Copy out every line holding the string "rendered" from the records below.

[Collected data]
=====

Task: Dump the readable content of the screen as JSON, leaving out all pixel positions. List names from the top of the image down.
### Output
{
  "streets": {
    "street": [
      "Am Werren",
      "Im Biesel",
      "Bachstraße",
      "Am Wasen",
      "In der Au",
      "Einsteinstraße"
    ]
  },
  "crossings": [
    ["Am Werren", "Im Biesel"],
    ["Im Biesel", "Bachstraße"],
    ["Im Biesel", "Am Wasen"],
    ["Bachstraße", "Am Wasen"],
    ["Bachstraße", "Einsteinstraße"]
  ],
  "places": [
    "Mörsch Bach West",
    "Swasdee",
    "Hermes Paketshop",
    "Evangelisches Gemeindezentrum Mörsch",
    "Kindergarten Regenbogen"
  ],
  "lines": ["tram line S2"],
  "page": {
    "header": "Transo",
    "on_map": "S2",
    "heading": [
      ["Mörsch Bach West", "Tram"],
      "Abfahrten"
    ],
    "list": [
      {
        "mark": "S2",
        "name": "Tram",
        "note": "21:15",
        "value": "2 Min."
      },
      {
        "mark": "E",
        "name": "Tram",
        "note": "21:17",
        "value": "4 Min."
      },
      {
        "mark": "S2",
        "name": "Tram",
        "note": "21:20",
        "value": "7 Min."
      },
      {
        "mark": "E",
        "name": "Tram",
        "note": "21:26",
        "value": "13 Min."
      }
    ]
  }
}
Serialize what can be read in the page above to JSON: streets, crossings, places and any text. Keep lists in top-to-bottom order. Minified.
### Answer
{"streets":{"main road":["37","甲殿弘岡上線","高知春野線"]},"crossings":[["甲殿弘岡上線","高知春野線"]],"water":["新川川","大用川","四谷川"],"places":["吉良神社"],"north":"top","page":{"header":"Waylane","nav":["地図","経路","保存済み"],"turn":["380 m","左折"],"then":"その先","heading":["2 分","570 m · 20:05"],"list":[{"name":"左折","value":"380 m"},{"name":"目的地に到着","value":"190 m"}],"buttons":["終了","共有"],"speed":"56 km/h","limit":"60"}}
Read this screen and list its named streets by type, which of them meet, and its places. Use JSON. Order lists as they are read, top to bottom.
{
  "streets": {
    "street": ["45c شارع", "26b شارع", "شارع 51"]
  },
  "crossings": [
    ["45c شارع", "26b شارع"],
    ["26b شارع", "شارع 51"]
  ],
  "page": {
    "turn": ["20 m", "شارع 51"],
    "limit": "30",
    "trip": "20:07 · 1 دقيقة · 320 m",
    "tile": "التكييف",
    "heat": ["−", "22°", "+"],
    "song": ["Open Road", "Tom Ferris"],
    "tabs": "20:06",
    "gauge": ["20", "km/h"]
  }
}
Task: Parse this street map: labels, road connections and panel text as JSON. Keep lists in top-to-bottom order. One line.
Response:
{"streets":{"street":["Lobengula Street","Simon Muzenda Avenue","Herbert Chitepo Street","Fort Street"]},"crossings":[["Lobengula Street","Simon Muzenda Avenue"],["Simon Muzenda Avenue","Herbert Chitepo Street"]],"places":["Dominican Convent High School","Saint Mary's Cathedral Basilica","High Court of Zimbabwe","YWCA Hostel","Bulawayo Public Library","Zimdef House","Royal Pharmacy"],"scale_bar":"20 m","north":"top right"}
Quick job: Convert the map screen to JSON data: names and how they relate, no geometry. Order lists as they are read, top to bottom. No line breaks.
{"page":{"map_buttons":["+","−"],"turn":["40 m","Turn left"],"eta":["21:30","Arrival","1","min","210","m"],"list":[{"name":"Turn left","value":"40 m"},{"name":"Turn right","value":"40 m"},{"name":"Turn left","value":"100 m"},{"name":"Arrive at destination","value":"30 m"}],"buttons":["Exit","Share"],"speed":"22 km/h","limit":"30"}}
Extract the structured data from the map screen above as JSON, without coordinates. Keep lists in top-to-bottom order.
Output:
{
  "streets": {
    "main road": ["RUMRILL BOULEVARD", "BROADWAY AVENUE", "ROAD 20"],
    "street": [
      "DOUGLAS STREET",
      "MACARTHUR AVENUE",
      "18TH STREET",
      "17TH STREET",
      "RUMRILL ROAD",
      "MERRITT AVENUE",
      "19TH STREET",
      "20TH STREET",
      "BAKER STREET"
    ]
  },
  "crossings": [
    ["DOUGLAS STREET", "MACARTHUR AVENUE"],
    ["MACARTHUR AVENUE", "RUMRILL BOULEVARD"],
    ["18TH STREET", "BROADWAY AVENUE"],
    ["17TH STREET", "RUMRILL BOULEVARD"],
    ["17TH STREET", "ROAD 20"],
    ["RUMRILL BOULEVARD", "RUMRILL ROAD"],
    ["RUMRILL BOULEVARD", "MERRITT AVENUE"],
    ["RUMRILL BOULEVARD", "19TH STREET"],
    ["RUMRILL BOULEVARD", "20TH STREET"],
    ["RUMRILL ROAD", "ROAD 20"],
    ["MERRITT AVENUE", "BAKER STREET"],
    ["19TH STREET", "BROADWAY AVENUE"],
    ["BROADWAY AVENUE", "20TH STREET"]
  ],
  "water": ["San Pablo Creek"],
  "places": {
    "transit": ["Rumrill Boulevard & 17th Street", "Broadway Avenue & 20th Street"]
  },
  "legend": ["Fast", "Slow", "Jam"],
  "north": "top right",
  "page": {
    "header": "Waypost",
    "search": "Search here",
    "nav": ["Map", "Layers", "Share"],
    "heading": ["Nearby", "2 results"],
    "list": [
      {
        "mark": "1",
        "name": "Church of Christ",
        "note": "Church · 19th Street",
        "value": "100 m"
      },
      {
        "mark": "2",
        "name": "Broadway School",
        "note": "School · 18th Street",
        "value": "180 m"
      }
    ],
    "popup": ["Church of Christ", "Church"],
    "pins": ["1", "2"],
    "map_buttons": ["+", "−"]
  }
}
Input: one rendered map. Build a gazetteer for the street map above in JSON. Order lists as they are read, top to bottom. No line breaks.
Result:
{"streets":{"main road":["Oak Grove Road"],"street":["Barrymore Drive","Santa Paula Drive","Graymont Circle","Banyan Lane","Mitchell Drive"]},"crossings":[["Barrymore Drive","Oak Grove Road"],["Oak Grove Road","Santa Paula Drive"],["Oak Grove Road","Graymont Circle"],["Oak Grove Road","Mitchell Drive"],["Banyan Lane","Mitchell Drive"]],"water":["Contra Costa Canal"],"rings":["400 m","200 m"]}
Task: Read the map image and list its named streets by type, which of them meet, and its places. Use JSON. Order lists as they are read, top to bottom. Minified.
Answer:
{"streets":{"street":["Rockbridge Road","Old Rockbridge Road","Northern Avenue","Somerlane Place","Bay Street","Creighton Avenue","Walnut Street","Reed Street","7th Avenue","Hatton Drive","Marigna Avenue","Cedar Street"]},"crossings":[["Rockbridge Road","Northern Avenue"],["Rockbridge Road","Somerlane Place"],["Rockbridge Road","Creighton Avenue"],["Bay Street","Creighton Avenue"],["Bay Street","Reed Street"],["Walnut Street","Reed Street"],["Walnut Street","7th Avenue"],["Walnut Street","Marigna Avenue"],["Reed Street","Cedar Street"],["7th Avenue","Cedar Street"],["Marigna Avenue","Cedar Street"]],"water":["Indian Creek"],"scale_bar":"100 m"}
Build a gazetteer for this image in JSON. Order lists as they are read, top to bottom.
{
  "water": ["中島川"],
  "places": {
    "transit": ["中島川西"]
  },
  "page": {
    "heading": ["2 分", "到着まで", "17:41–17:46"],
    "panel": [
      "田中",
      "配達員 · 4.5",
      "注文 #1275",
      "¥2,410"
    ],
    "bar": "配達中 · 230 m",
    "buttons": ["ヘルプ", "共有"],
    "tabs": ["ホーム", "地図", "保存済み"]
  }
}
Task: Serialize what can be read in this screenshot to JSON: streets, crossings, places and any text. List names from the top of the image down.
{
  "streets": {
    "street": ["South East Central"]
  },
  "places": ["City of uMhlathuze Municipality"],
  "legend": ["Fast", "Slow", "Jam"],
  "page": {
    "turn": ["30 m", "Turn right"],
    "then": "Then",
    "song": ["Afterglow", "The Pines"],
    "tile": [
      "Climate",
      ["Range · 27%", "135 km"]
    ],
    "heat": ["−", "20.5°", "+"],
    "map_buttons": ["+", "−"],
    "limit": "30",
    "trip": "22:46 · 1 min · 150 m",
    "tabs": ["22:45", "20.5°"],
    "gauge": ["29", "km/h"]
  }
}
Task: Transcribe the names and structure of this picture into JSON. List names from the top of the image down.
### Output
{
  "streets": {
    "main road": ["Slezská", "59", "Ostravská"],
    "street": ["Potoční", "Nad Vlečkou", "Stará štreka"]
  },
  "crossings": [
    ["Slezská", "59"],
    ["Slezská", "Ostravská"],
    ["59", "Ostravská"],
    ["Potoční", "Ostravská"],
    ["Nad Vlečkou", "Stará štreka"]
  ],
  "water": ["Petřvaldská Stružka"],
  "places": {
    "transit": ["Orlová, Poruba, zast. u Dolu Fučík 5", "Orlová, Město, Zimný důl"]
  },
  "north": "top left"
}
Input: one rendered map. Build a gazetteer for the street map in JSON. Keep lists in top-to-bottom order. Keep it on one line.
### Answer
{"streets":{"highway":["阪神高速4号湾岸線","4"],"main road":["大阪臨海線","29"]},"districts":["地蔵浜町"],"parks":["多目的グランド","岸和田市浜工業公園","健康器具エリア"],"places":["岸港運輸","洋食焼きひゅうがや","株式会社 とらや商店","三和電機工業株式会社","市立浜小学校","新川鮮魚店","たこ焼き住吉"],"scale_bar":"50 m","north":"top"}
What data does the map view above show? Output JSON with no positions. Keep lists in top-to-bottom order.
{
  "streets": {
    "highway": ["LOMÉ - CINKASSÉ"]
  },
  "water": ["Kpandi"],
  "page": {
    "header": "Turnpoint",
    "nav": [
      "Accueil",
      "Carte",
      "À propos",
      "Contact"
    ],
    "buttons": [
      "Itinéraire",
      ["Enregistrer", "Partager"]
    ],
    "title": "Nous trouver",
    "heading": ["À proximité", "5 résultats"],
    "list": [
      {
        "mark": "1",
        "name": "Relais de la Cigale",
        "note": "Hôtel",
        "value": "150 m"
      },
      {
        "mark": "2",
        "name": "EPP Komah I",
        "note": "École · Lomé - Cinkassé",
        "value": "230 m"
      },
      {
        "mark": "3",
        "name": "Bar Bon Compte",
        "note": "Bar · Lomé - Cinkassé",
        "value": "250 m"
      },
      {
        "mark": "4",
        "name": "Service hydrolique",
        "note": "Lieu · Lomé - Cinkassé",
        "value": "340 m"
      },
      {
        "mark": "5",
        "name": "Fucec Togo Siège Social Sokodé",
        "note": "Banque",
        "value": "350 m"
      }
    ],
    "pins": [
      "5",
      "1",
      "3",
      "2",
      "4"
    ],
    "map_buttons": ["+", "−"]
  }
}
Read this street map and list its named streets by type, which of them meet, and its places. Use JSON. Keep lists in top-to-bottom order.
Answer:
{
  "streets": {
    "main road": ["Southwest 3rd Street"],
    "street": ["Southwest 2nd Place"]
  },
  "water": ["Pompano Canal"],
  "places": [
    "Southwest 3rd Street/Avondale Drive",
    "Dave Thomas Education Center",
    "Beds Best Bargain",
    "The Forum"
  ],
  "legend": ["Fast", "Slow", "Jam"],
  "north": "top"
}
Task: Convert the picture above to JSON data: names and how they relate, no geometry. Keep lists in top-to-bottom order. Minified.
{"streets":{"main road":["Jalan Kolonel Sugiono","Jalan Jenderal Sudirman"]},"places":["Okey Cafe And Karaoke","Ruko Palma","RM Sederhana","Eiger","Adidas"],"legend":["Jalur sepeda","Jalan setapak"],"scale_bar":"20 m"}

=====

• [ANSWER TO THE EXERCISE]:
Input: one rendered map. Build a gazetteer for the street map above in JSON. Order lists as they are read, top to bottom. No line breaks.
Input: one rendered map. Build a gazetteer for the street map in JSON. Keep lists in top-to-bottom order. Keep it on one line.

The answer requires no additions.